Placebo effects have been shown to help with interventions for a wide variety of diseases and conditions, like Parkinson’s disease, hypertension, fatigue in cancer patients, and neuropathic pain. Biological processes that would seem to be objective are influenced by belief: People’s beliefs about how healthy or filling a food is influenced the physiological effects of nutrients and how full a person felt. Physical exercise has more benefits depending on how much a person thinks that exercise is a “good” one. Stress can be more harmful if a person believes that stress is harmful—rather than believing stress can have a positive impact on functioning. 

In one study, telling people that their infusion of morphine was going to be interrupted led to a significant increase in pain, compared to people whose morphine was stopped without being told. In another, 43.6 percent of men who were told that there were potential side effects of sexual dysfunction for a drug ended up having sexual adverse side effects, compared to 15.3 percent of the men who weren’t told the same. 

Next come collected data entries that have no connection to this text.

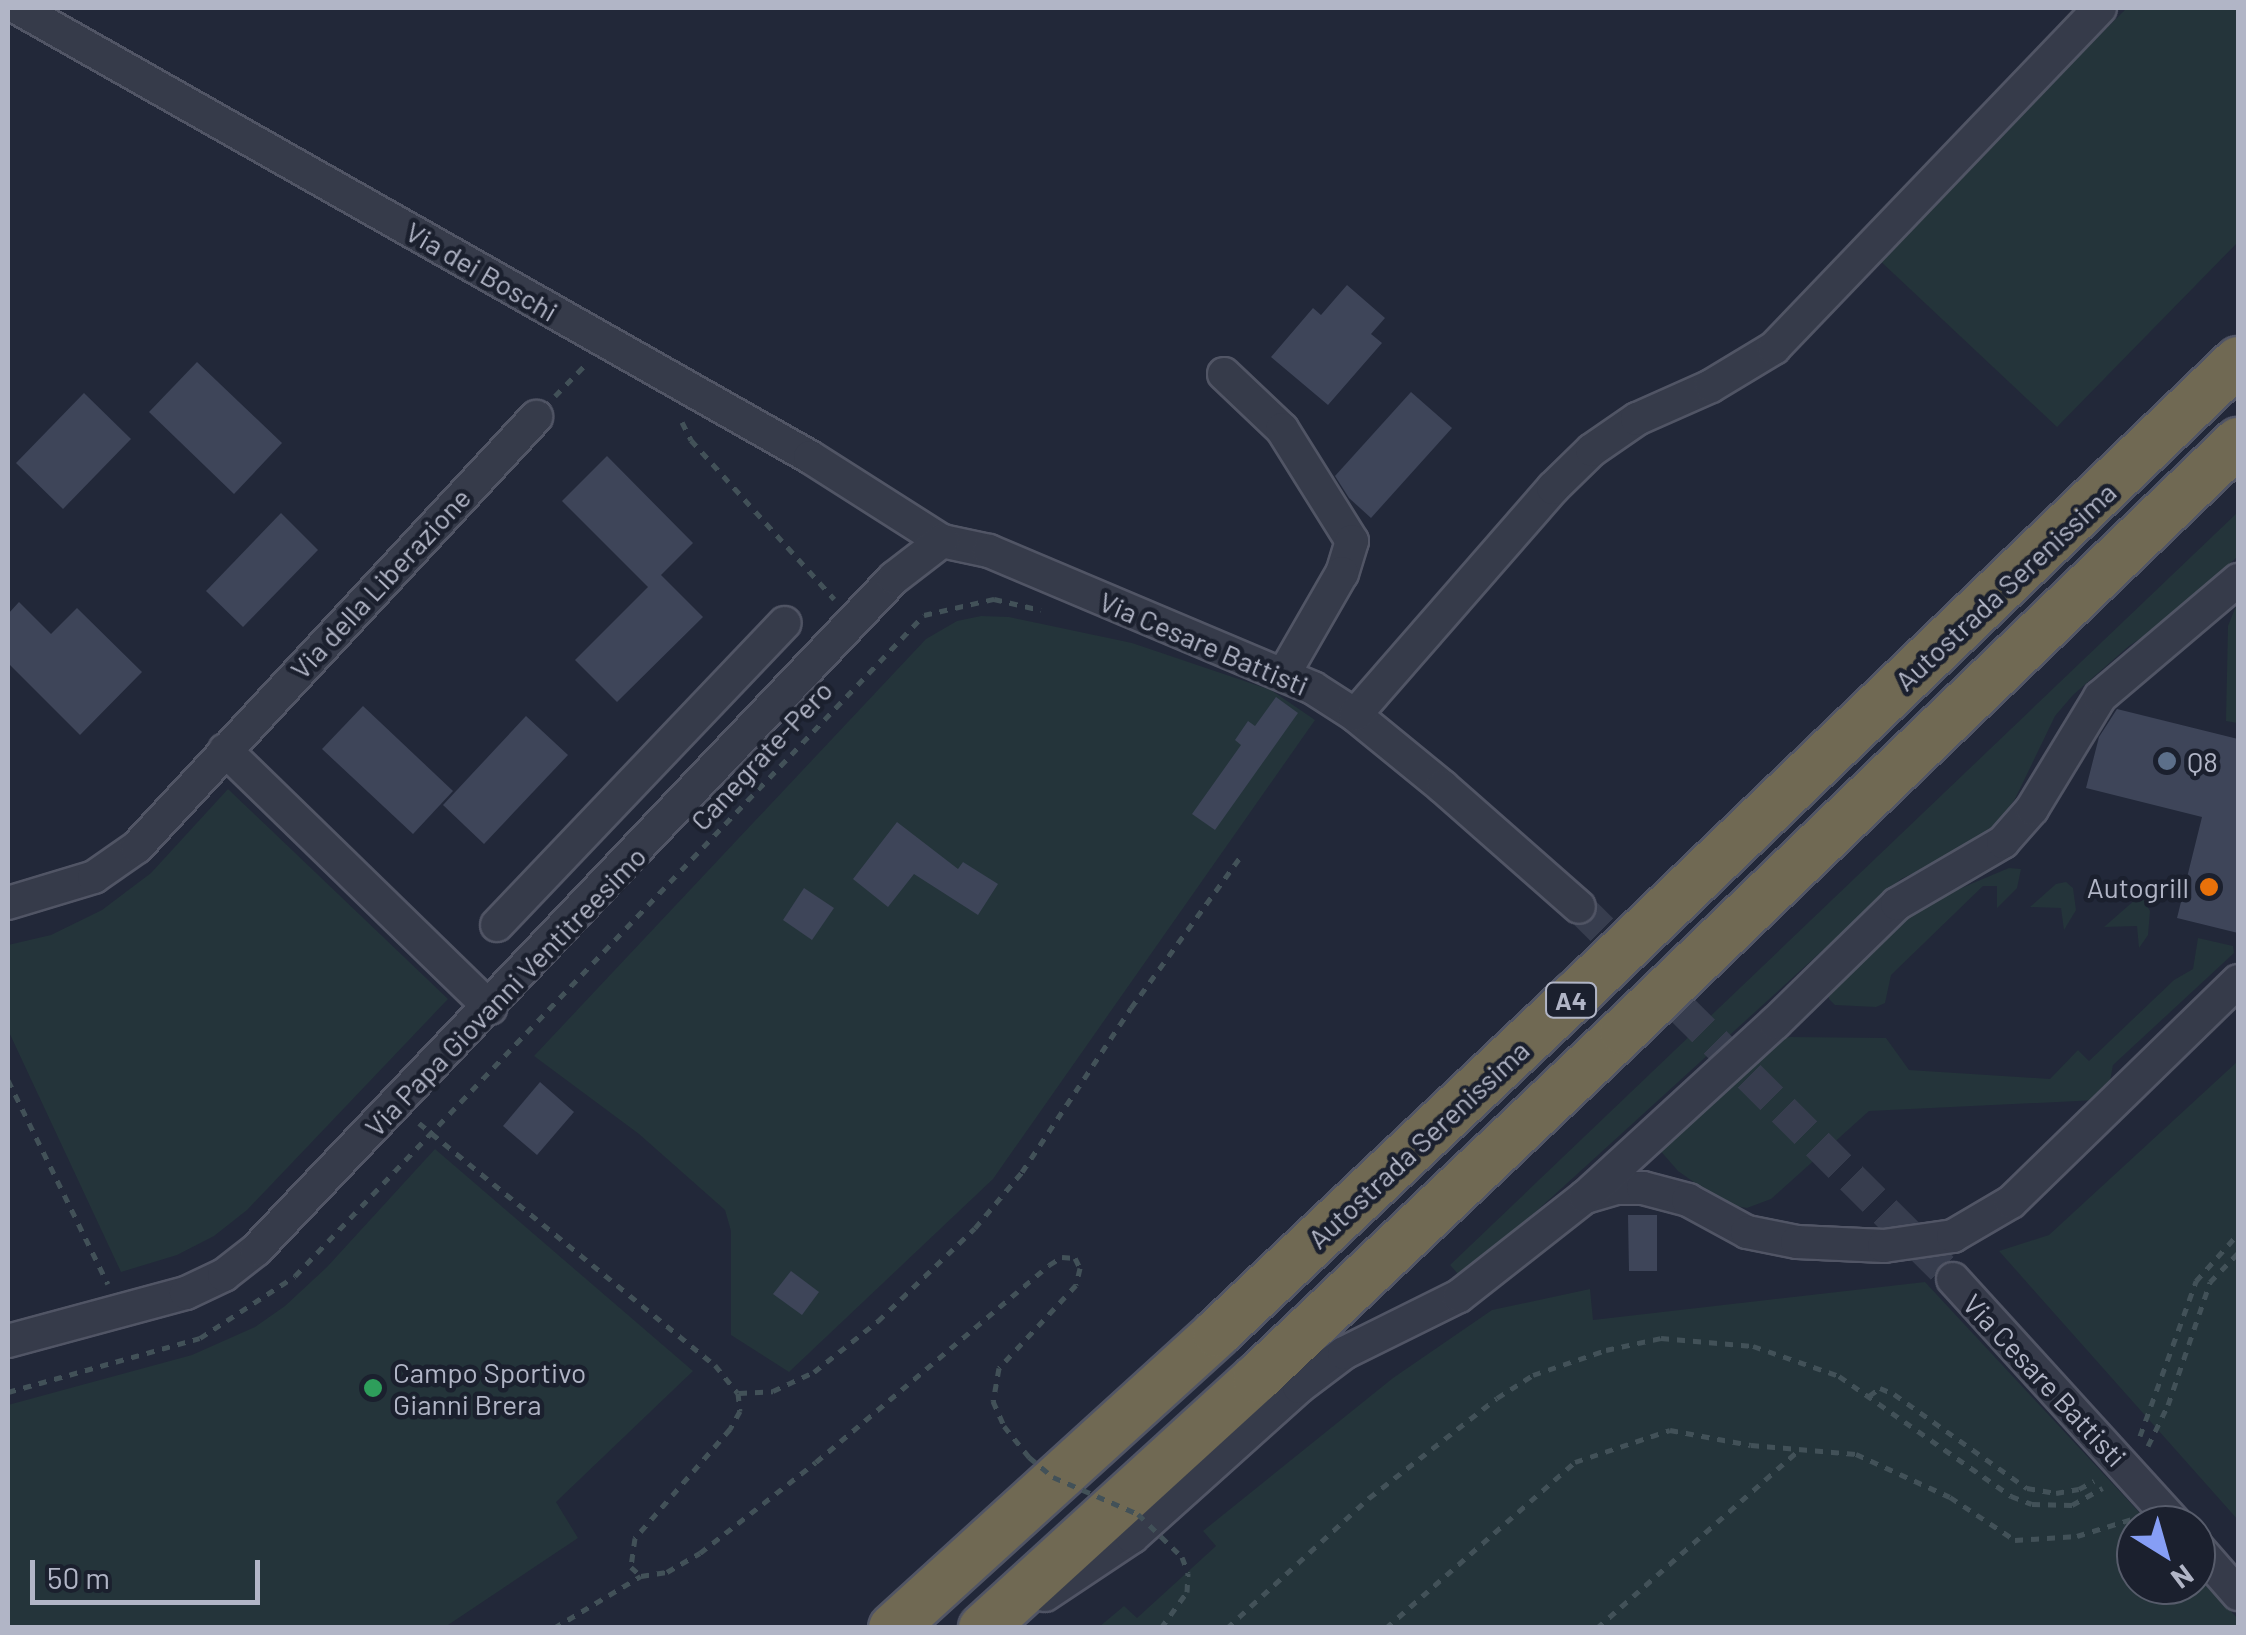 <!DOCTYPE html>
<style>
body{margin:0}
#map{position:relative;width:2246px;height:1635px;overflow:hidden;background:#222839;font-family:Barlow,sans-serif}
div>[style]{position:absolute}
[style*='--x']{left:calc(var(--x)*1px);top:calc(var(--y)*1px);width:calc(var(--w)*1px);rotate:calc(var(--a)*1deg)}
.green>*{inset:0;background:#24343a}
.building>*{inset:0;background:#3e4559}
.minor-tunnel>*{height:32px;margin-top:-16px;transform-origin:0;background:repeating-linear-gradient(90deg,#373d4e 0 32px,transparent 0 48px)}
.path>*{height:5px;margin-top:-2.5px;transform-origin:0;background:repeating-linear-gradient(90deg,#425158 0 8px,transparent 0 16px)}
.roads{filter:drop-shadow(2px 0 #515565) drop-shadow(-2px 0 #515565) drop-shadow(0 2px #515565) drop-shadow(0 -2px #515565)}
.minor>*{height:32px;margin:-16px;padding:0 16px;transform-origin:16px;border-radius:16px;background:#363b4a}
.highway>*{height:48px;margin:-24px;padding:0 24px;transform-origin:24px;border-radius:24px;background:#706953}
.path-bridge>*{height:5px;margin-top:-2.5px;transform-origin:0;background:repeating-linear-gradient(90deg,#425158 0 8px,transparent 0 16px)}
.dots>*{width:28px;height:28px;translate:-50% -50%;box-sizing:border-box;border:5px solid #1b202e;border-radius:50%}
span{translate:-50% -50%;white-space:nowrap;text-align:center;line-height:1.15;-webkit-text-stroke:9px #1b202e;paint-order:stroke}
.shield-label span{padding:2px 8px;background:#1b202e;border:2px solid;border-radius:8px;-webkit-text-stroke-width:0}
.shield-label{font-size:25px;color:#b1b5c6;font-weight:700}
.street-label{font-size:28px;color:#b1b5c6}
.poi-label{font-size:28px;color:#b1b5c6}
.left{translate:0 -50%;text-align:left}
.right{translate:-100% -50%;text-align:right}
.frame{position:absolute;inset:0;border:10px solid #b1b5c6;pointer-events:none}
.north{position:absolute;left:2116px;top:1505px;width:100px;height:100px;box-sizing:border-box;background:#1b202e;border:2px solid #575c6b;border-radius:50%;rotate:143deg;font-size:28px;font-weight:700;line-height:40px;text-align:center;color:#b1b5c6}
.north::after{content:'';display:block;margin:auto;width:35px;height:45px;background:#869ef5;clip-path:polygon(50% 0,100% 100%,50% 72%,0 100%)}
.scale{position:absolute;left:30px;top:1560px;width:230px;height:45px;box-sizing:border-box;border:5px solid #b1b5c6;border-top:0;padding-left:12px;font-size:30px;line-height:35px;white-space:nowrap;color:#b1b5c6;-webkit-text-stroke:8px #1b202e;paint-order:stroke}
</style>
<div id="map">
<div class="green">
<i style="clip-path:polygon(2127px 8px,2238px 8px,2238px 242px,2057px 427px,1876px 257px)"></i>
<i style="clip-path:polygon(2238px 512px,2238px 556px,2175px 616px,2129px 646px,2073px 695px,2055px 716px,2015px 799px,1992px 831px,1972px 846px,1901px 879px,1519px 1227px,1458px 1274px,1450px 1265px)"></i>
<i style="clip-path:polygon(2238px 601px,2238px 722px,2237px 723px,2226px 721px,2228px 626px)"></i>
<i style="clip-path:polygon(981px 616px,1009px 617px,1132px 643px,1271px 690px,1315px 720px,993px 1179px,789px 1372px,731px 1335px,731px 1231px,725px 1210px,639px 1134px,534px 1056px,926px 639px,957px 621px)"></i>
<i style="clip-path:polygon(228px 789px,448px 999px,247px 1210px,214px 1236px,177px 1255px,121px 1272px,8px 1030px,8px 945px,51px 935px,102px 910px,151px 873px)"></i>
<i style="clip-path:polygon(2009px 868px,2021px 869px,2017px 888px,1997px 908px,1997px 886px,1983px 886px,1891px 975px,1885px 1003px,1876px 1007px,1835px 1005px,1829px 999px,1829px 992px,1916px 907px)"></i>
<i style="clip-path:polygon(2066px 882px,2073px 888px,2076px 910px,2064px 930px,2061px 908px,2030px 907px,2056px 884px)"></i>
<i style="clip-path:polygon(2136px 899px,2143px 899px,2150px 911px,2148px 935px,2139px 948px,2137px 926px,2104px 927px)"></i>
<i style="clip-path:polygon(2198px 938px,2233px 946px,2234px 953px,2113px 1065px,2109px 1086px,2097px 1100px,1869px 1111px,1771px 1199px,1747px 1208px,1725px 1204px,1678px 1171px,1658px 1148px,1778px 1040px,1790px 1037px,1886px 1038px,1909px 1070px,2050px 1079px,2078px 1050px,2089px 1061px,2174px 980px,2193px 969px)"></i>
<i style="clip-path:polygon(2238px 1061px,2238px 1520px,1999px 1251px,2049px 1235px)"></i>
<i style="clip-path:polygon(435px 1149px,693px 1371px,556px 1502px,578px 1538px,445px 1627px,8px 1627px,8px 1405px,192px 1355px,255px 1327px,285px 1306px,327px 1267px)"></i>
<i style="clip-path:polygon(1925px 1282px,2151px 1525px,2136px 1525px,2136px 1585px,2196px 1585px,2196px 1573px,2238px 1619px,2238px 1627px,1099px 1627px,1124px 1606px,1137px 1618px,1216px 1546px,1203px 1531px,1393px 1378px,1492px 1310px,1590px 1289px,1593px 1320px)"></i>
</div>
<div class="building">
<i style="clip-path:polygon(1347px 285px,1385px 318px,1371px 334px,1382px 343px,1328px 405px,1271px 357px,1313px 308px,1321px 315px)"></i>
<i style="clip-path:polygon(197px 362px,282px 443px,234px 494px,149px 412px)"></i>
<i style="clip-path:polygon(1411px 392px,1452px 428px,1371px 518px,1349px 498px,1335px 476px)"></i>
<i style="clip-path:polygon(84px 393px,131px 439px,63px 509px,16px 463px)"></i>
<i style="clip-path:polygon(607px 456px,693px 543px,661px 575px,703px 617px,617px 702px,575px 660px,648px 587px,562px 501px)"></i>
<i style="clip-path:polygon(281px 513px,318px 550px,243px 627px,206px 591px)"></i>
<i style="clip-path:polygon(19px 602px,51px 634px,77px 608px,142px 672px,80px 735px,8px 663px,8px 614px)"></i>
<i style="clip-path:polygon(1276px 697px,1298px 713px,1215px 830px,1192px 814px,1241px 745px,1235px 740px,1248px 721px,1255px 726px)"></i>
<i style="clip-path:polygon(363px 706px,453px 791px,413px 834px,322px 749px)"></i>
<i style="clip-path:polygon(2117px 709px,2238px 739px,2238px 933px,2177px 918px,2202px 817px,2086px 788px,2099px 737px)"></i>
<i style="clip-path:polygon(526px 716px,568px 755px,484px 844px,443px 805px)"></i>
<i style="clip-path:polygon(897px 822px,958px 869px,963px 862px,998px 884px,978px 915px,914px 874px,888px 907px,853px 879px)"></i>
<i style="clip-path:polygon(804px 888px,834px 908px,812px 940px,783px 920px)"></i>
<i style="clip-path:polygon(540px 1082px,574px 1112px,537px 1155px,503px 1126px)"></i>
<i style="clip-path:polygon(1628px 1215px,1657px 1215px,1657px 1271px,1629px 1271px)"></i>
<i style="clip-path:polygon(791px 1271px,819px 1292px,802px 1315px,773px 1294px)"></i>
</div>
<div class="minor-tunnel">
<i style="--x:1579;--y:907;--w:528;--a:44.85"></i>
</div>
<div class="path">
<i style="--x:555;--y:396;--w:45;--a:-45.9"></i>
<i style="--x:682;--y:422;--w:20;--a:63"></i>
<i style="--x:691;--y:440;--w:214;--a:48"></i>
<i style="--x:8;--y:1080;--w:227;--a:63.9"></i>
<i style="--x:419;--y:1123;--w:382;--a:39.3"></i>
<i style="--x:715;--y:1365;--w:36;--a:51"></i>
<i style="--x:738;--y:1393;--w:18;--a:84"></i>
<i style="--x:740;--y:1411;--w:21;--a:119"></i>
<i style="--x:730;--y:1429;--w:145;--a:131.1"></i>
<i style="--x:635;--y:1538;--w:29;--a:98"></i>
<i style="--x:631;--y:1567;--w:13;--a:42"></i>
<i style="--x:641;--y:1576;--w:26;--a:-9"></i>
<i style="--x:667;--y:1572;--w:38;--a:-30"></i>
<i style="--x:700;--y:1553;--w:147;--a:-38.1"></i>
<i style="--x:816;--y:1462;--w:305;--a:-40.2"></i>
<i style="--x:1049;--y:1265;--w:15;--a:-32"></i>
<i style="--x:1062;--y:1257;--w:13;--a:4"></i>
<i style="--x:1075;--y:1258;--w:11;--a:63"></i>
<i style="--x:1080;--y:1268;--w:17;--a:103"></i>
<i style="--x:1076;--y:1285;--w:113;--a:132.9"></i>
<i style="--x:999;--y:1368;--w:34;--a:100"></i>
<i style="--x:993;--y:1401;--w:27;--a:66"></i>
<i style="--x:8;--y:1392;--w:199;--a:-15.7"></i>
<i style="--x:200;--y:1338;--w:113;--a:-33.1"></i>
<i style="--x:295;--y:1276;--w:912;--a:-46.42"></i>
<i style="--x:924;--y:615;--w:72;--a:-12.9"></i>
<i style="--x:994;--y:599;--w:48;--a:13.2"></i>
<i style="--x:739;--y:1393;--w:34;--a:-3"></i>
<i style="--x:773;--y:1391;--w:45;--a:-24.9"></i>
<i style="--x:814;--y:1372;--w:82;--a:-38.6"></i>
<i style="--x:878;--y:1321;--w:134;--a:-43.8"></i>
<i style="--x:975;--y:1228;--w:73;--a:-50"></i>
<i style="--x:1022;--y:1172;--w:197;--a:-56.4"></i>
<i style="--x:1131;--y:1008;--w:191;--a:-54.1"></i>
<i style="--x:1869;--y:1396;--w:14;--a:-36"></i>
<i style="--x:1880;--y:1388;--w:15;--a:23"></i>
<i style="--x:1894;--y:1394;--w:163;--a:35.3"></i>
<i style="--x:2027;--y:1488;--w:29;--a:10"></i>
<i style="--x:2056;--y:1493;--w:23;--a:-10"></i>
<i style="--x:2079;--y:1489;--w:17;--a:-28"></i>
<i style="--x:2140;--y:1436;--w:165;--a:-70.1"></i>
<i style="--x:2196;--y:1281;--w:63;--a:-48.2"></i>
<i style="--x:2148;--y:1446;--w:46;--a:-64"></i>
<i style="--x:2168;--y:1405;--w:130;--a:-71.1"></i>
<i style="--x:2210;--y:1282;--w:40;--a:-46"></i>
<i style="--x:554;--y:1628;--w:101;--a:-30.9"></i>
<i style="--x:1161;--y:1628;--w:44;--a:-54.2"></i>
<i style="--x:1187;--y:1592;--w:19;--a:-87"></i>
<i style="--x:1227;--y:1628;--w:193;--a:-42.5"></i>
<i style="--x:1369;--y:1498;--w:162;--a:-38"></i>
<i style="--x:1497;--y:1398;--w:43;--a:-32.6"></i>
<i style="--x:1533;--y:1375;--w:77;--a:-18.9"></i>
<i style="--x:1606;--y:1350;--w:56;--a:-12.3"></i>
<i style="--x:1661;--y:1338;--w:92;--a:5"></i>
<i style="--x:1753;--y:1346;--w:91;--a:19.2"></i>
<i style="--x:1839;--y:1376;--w:210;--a:34.9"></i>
<i style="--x:2011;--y:1496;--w:22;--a:21"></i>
<i style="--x:2032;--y:1504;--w:40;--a:1.4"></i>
<i style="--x:2072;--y:1505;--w:35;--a:-29"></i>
<i style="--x:1386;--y:1628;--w:252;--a:-41.3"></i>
<i style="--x:1575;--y:1462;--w:100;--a:-18.6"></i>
<i style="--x:1670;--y:1430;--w:82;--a:10.5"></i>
<i style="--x:1751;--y:1445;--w:105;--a:4.9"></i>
<i style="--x:1856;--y:1454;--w:103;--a:24.6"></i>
<i style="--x:1950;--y:1497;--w:78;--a:33.5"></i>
<i style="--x:2015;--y:1540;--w:62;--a:-3.7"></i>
<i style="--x:2077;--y:1536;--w:58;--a:-17.2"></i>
<i style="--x:1597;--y:1628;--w:268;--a:-41.4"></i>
</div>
<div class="roads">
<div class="minor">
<i style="--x:18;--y:8;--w:910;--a:29.55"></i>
<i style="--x:810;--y:457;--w:156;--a:32.5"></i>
<i style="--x:942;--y:541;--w:48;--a:12"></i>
<i style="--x:989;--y:551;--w:352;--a:22.9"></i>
<i style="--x:1313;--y:688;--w:50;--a:32.7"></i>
<i style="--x:1355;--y:715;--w:114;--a:39.3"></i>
<i style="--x:1443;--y:787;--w:181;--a:41.4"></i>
<i style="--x:1224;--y:374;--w:80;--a:43.5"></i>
<i style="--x:1282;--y:429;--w:132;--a:58"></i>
<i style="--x:1352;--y:541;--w:34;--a:107"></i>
<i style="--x:1342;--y:573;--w:116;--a:119.9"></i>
<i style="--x:1355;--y:715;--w:301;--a:-48.9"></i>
<i style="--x:1553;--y:488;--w:54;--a:-44.3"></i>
<i style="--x:1592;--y:450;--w:55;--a:-34.6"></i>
<i style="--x:1637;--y:419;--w:81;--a:-24"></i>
<i style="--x:1711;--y:386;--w:74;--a:-31.1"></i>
<i style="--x:1774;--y:348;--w:471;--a:-46.2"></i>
<i style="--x:225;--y:750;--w:370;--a:44.2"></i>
<i style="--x:8;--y:903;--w:90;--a:-16.8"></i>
<i style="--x:94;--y:877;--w:52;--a:-34.9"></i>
<i style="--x:137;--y:847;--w:587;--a:-47.14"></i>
<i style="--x:497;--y:925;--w:417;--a:-46.4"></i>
<i style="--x:1585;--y:1197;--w:33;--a:-16"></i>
<i style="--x:1617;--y:1188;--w:26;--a:0"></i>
<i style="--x:1643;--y:1188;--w:47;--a:14.9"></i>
<i style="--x:1688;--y:1200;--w:67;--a:28.5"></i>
<i style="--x:1747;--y:1232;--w:51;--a:11.3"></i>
<i style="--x:1797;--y:1242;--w:87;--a:2.6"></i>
<i style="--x:1884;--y:1246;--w:70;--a:-8.2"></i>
<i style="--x:1953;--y:1236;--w:67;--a:-30.4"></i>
<i style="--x:2011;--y:1202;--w:317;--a:-44.2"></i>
<i style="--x:1953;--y:1279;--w:333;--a:47.7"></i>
<i style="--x:8;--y:1341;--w:184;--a:-15.1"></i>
<i style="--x:186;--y:1293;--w:42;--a:-25.3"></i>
<i style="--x:224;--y:1275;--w:41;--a:-38"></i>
<i style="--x:256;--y:1250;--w:927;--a:-46.49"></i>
<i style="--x:894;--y:578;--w:61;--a:-37.6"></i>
<i style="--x:2196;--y:1546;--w:64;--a:48.8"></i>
<i style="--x:1045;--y:1595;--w:105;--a:-33.7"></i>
<i style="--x:1132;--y:1537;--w:224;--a:-41.9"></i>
<i style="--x:1299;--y:1387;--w:56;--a:-37.1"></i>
<i style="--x:1344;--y:1353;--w:128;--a:-26.4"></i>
<i style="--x:1459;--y:1296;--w:160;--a:-38.2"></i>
<i style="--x:1585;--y:1197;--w:258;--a:-42.5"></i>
<i style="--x:1775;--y:1023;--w:170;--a:-44.3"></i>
<i style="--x:1897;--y:904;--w:123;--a:-30.3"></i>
<i style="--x:2003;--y:842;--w:44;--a:-48.7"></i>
<i style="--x:2032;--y:809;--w:131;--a:-58.7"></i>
<i style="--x:2100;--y:697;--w:181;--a:-40.3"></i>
</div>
<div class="highway">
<i style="--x:893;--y:1628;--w:438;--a:-42.3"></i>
<i style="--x:1217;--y:1333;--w:492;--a:-43.3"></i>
<i style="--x:1575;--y:996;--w:918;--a:-43.76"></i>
<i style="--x:983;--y:1628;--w:371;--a:-42.4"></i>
<i style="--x:1257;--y:1378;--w:505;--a:-43.4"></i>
<i style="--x:1624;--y:1031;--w:851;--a:-43.81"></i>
</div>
</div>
<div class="path-bridge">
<i style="--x:1004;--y:1426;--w:40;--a:51"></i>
<i style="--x:1029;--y:1457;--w:31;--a:40"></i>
<i style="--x:1053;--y:1477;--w:93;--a:23.5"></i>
<i style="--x:1138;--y:1514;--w:62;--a:44.3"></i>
<i style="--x:1182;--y:1557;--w:17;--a:69"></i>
</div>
<div class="dots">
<i style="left:2167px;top:761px;background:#5c6f8a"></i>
<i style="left:2209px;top:887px;background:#e8710a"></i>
<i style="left:373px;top:1388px;background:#2e9e5b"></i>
</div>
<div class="shield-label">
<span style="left:1571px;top:1000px">A4</span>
</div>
<div class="street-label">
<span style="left:482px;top:271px;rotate:30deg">Via dei Boschi</span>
<span style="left:380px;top:583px;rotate:-47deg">Via della Liberazione</span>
<span style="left:2005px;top:586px;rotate:-43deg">Autostrada Serenissima</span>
<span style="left:1204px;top:643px;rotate:23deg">Via Cesare Battisti</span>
<span style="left:761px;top:755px;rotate:-47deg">Canegrate-Pero</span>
<span style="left:505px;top:991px;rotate:-46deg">Via Papa Giovanni Ventitreesimo</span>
<span style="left:1418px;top:1144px;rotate:-43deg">Autostrada Serenissima</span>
<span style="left:2045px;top:1380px;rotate:47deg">Via Cesare Battisti</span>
</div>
<div class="poi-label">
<span class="left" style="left:2187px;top:761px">Q8</span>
<span class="right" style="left:2189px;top:887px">Autogrill</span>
<span class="left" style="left:393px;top:1388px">Campo Sportivo<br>Gianni Brera</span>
</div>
<div class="frame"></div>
<div class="north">N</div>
<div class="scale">50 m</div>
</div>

These placebo and nocebo effects are not “all in your head,” or purely subjective components to the more objective side of physical medicine. They reveal not only the connection between body, mind, and brain, but the connection to society at large and our collective beliefs and biases. These all can have a physical impact on a majority of conditions.

Howe said she finds studies like these exciting because they can remind us about all the contextual factors that can be tweaked in order to make patient experiences better. Burke said that this study, along with others, makes the boundary between “physical” and “psychological” more unclear. 

“This study showed that from therapeutic expectation alone, there is a manipulation of the brain-immune axis,” Burke said. “The lines are getting more blurred as to what factors might be amenable to placebo. These are very real effects that do influence patient outcomes.”